» **WHAT IS REQUIRED**
Given the material below, repeat exactly the lines from the one containing "<button>+</button>" through the final line, and nothing else.

» **INFORMATION**

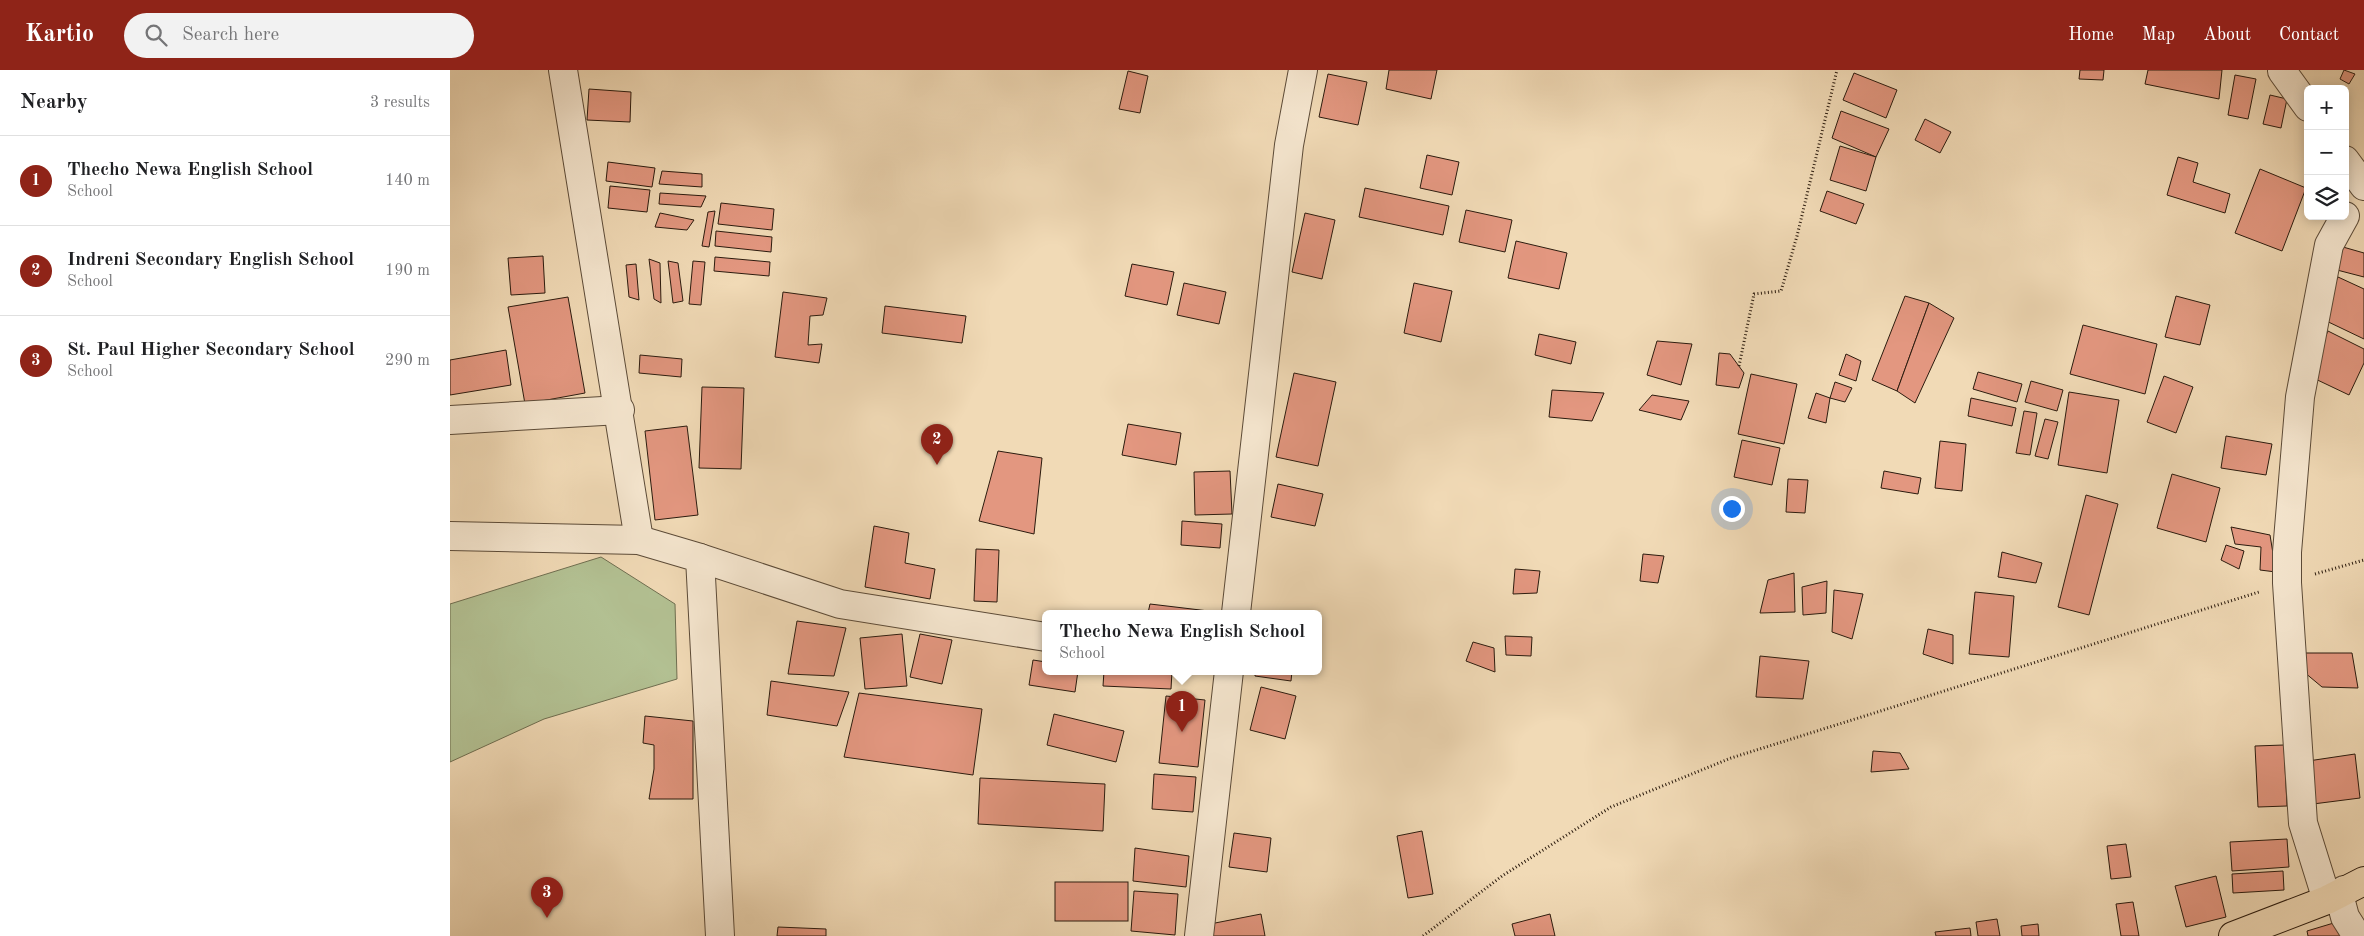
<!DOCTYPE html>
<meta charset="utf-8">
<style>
body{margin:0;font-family:"Old Standard TT",serif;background:#f2f2f2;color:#202124}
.controls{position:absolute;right:15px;top:15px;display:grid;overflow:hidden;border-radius:8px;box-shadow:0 2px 12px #0003}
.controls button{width:45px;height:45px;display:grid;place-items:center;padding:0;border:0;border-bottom:1px solid #e0e0e0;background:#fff;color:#202124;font:25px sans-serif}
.you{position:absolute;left:1281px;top:438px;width:18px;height:18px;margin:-12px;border:4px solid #fff;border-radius:50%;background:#1a73e8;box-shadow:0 0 0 8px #1a73e833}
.badge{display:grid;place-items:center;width:32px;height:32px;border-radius:50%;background:#8f2418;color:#fff;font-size:16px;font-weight:700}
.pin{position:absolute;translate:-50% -41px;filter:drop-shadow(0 1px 2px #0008)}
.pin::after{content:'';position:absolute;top:26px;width:18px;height:15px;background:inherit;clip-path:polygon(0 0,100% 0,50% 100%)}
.popup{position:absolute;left:592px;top:540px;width:280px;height:65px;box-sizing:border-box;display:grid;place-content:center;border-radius:8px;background:#fff;filter:drop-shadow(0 1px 4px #0005);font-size:16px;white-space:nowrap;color:#757577}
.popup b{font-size:19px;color:#202124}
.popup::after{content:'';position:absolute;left:50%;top:100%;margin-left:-10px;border:10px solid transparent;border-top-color:#fff}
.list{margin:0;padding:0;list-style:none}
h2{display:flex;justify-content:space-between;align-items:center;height:65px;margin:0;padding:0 20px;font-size:21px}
h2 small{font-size:16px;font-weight:400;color:#757577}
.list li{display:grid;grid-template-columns:32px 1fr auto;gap:15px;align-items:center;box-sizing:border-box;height:90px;padding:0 20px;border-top:1px solid #e0e0e0}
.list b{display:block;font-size:19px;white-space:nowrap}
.list p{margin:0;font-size:16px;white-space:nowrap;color:#757577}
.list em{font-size:16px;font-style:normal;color:#757577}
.icon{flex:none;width:28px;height:28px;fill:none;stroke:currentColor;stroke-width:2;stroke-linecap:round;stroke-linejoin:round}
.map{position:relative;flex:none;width:1914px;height:866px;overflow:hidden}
header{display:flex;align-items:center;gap:30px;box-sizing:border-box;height:70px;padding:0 25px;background:#8f2418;color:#fff}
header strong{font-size:24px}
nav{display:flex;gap:28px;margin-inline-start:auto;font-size:18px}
.search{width:350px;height:45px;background:#f2f2f2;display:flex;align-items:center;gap:12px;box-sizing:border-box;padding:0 18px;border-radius:28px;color:#757577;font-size:19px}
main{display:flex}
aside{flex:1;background:#fff}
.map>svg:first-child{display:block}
.green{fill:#b3c193;stroke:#6f6e50}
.building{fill:#e39780;stroke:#2b1b0e}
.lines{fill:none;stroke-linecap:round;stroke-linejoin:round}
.street-casing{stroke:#5c4b38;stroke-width:30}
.primary-casing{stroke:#2b1b0e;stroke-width:30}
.path{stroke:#2b1b0e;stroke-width:3;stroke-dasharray:1 2.5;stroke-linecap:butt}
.street{stroke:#f6e7d0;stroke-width:28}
.primary{stroke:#f1dab6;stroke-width:28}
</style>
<header>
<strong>Kartio</strong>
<div class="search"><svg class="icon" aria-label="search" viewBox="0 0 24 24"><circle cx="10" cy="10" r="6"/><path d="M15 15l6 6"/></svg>Search here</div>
<nav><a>Home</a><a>Map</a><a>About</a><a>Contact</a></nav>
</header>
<main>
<aside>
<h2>Nearby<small>3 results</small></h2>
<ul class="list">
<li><span class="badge">1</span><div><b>Thecho Newa English School</b><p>School</p></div><em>140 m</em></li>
<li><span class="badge">2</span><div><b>Indreni Secondary English School</b><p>School</p></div><em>190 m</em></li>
<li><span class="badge">3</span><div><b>St. Paul Higher Secondary School</b><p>School</p></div><em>290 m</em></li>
</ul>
</aside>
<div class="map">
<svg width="1914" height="866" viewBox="0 0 1914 866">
<rect width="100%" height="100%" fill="#f1dab6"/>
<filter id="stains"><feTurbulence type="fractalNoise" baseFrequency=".004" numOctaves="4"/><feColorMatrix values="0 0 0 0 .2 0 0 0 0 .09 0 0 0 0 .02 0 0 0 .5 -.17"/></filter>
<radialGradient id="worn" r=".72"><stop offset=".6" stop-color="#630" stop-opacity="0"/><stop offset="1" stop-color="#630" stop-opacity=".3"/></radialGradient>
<polygon class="green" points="151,487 225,534 227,609 94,649 0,692 0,534"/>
<g class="building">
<polygon points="939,0 987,0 981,29 936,19"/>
<polygon points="1630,0 1654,0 1653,10 1629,9"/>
<polygon points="1698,0 1772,0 1769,29 1695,14"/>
<polygon points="1894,0 1905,4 1899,14 1890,9"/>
<polygon points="678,1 698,6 690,43 669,39"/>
<polygon points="1404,3 1447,20 1436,48 1393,30"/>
<polygon points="878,4 917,12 908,55 869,47"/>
<polygon points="1785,5 1806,9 1798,49 1778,45"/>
<polygon points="139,19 181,22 180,52 137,50"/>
<polygon points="1820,25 1837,29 1831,58 1813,54"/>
<polygon points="1391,41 1439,59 1426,87 1382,68"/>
<polygon points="1475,49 1501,62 1490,83 1465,70"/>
<polygon points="1390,76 1426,87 1416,121 1380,110"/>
<polygon points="977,85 1009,92 1002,125 970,118"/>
<polygon points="1728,87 1748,93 1743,112 1780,124 1775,143 1717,125"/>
<polygon points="158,92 205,98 202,117 156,111"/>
<polygon points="1810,99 1856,118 1832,181 1785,163"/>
<polygon points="212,101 252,104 252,117 209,114"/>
<polygon points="160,116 200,120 197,142 158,138"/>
<polygon points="915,118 999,136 993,165 909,147"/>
<polygon points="1377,121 1414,134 1406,154 1370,141"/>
<polygon points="210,123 256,126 251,137 209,134"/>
<polygon points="271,133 324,139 322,160 268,154"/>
<polygon points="1016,140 1062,150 1055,182 1009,172"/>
<polygon points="265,141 259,177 252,176 258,142"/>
<polygon points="210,143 244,150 237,160 205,157"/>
<polygon points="855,143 885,150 872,209 842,202"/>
<polygon points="266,161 322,167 321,182 265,176"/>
<polygon points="1066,171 1117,183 1109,219 1058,208"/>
<polygon points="1893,177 1914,183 1914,207 1887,200"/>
<polygon points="93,186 95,223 61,225 58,188"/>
<polygon points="265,187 320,192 319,206 264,201"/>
<polygon points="199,189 210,193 211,233 204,229"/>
<polygon points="218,191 228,193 233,231 223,233"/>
<polygon points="243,191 255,192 251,235 239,234"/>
<polygon points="186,194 189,230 179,227 176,195"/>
<polygon points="682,194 724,202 717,235 675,226"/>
<polygon points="1888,207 1914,219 1914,269 1868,247"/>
<polygon points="734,213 776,222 769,254 727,245"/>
<polygon points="964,213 1002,221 991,272 954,263"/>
<polygon points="333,222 377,228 373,245 360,246 358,275 372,274 369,293 325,287"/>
<polygon points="1455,226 1479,233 1447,321 1422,310"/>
<polygon points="1726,226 1760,235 1750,275 1715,267"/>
<polygon points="118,227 135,323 75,334 58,237"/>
<polygon points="1479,233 1504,248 1465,333 1447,321"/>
<polygon points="435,236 516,246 512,273 432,263"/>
<polygon points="1633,255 1707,274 1695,324 1620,304"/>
<polygon points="1878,261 1914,279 1914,293 1899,325 1857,305"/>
<polygon points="1089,264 1126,272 1121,294 1085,285"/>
<polygon points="1207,271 1242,274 1231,315 1197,305"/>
<polygon points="56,280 61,315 0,325 0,290"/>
<polygon points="1269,283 1280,284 1294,303 1289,318 1266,315"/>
<polygon points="1396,284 1411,291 1406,311 1389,305"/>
<polygon points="190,285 232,289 231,307 189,303"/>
<polygon points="1528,302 1572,314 1567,332 1523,319"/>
<polygon points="844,303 886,312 868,396 826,387"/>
<polygon points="1301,304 1347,314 1334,374 1288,364"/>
<polygon points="1714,306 1743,317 1726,363 1697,352"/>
<polygon points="1581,311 1613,320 1607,341 1575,332"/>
<polygon points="1385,312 1402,318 1395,332 1380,328"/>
<polygon points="252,317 294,318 291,399 249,398"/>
<polygon points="1102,320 1154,323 1142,351 1099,347"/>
<polygon points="1619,322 1669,330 1657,403 1608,395"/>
<polygon points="1366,323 1380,328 1376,353 1358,348"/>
<polygon points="1202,325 1239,331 1231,350 1189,340"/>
<polygon points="1521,328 1566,338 1562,356 1518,346"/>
<polygon points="1574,341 1587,343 1580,385 1566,383"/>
<polygon points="1595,349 1608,352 1598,389 1585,386"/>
<polygon points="678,354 731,363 726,395 672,385"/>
<polygon points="237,356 248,445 205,450 195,361"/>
<polygon points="1776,366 1822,374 1816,405 1771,398"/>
<polygon points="1292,370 1330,378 1322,415 1284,407"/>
<polygon points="1490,371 1516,374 1512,421 1485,418"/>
<polygon points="548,381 592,388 584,464 529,451"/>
<polygon points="780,401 782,444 745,445 744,402"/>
<polygon points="1434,401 1471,408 1468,424 1431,418"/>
<polygon points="1722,404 1770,418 1756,472 1707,458"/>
<polygon points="1338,409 1358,410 1355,443 1336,442"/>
<polygon points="828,414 873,424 865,456 821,447"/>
<polygon points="1636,425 1668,434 1639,545 1608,537"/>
<polygon points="732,451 772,454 770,478 731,475"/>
<polygon points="424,456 459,463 455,493 485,499 480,529 415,517"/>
<polygon points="1781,457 1820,465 1826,502 1810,500 1811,477 1785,474"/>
<polygon points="1776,475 1794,481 1789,499 1771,490"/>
<polygon points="526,479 549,480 547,532 524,531"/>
<polygon points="1552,482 1592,493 1586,513 1548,507"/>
<polygon points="1193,484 1214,486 1208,513 1190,511"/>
<polygon points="1065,499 1090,501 1087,523 1063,524"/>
<polygon points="1344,503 1345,542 1310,543 1318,510"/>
<polygon points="1377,511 1376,543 1353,545 1352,517"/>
<polygon points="1384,520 1413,524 1402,569 1382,562"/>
<polygon points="1525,522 1564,526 1559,587 1519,584"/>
<polygon points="700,534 767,542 698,543"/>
<polygon points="347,551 396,558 384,606 338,604"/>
<polygon points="1478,559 1503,565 1503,594 1473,584"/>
<polygon points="452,564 457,616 415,619 410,568"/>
<polygon points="470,564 502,570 492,614 460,607"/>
<polygon points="1055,566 1082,567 1081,586 1056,585"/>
<polygon points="1023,572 1044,578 1045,602 1016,591"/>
<polygon points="1853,583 1902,583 1908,618 1872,617 1854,602"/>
<polygon points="1310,586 1359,591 1353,629 1306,627"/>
<polygon points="583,590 596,592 596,601 628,601 625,622 579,615"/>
<polygon points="654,601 722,601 721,619 653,616"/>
<polygon points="805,601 842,601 841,611 805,606"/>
<polygon points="321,611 399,622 387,656 317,645"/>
<polygon points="811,617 846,626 835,669 800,660"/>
<polygon points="409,623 532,639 523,705 394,687"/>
<polygon points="716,626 755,630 748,697 709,693"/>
<polygon points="604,644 674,661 666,692 597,675"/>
<polygon points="195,646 243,651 243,729 199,729 204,699 204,675 193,673"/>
<polygon points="1834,675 1837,736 1808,737 1805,676"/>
<polygon points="1423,681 1450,683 1459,699 1421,702"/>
<polygon points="1905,684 1910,728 1863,734 1858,691"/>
<polygon points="704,704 746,707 743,742 702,739"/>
<polygon points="530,708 655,714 653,761 528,754"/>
<polygon points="972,761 983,824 958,828 947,766"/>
<polygon points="784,763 821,768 817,802 779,797"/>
<polygon points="1837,769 1839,797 1782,801 1780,772"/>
<polygon points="1676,774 1681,807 1661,809 1657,776"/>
<polygon points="685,778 739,786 736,817 683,811"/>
<polygon points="1833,801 1834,820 1783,823 1782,804"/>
<polygon points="1766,806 1776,847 1736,857 1725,816"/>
<rect x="605" y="812" width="73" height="39"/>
<polygon points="684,821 728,824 725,865 681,861"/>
<polygon points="1683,832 1689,866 1671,866 1666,834"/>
<polygon points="811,844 815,866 762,866 760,854"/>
<polygon points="1100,844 1105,866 1065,866 1062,854"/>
<polygon points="1547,849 1550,866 1528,866 1526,852"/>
<polygon points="1887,852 1892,866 1858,866 1857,861"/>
<polygon points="1588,854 1589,866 1572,866 1571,856"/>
<polygon points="328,857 376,859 376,866 327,866"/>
<polygon points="1520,858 1521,866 1486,866 1485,862"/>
</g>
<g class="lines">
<defs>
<g id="street">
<polyline points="113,0 189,470"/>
<polyline points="1832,1 1858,37"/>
<polyline points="1895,90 1914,116"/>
<polyline points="0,350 170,340"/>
<polyline points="0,466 189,470 250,488 270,866"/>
<polyline points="250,488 390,534 596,567"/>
<polyline points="786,543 839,75 853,0"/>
<polyline points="1894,820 1890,828 1895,847 1907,866"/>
<polyline points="1877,830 1853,753 1837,513 1837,482 1850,327 1879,175 1895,146"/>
<polyline points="749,866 779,601"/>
</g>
<polyline id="primary" points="1783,866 1877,830 1914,811"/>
</defs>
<use href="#street" class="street-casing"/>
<use href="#primary" class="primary-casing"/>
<g class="path">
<polyline points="1289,296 1304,224 1331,221 1347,166 1387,0"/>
<polyline points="1865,504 1914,490"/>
<polyline points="973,866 1052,806 1161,737 1281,688 1809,522"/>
</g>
<use href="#street" class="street"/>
<use href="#primary" class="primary"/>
</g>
<rect width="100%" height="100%" filter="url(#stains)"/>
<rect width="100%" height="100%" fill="url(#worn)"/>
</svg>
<div class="controls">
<button>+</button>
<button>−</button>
<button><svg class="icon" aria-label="layers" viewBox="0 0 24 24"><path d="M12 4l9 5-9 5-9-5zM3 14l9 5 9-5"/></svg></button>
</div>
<div class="you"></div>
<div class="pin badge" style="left:732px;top:662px">1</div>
<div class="popup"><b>Thecho Newa English School</b>School</div>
<div class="pin badge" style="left:487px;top:395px">2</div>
<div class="pin badge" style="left:97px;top:848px">3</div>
</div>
</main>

» **REPLY TO THE TASK**
<button>+</button>
<button>−</button>
<button><svg class="icon" aria-label="layers" viewBox="0 0 24 24"><path d="M12 4l9 5-9 5-9-5zM3 14l9 5 9-5"/></svg></button>
</div>
<div class="you"></div>
<div class="pin badge" style="left:732px;top:662px">1</div>
<div class="popup"><b>Thecho Newa English School</b>School</div>
<div class="pin badge" style="left:487px;top:395px">2</div>
<div class="pin badge" style="left:97px;top:848px">3</div>
</div>
</main>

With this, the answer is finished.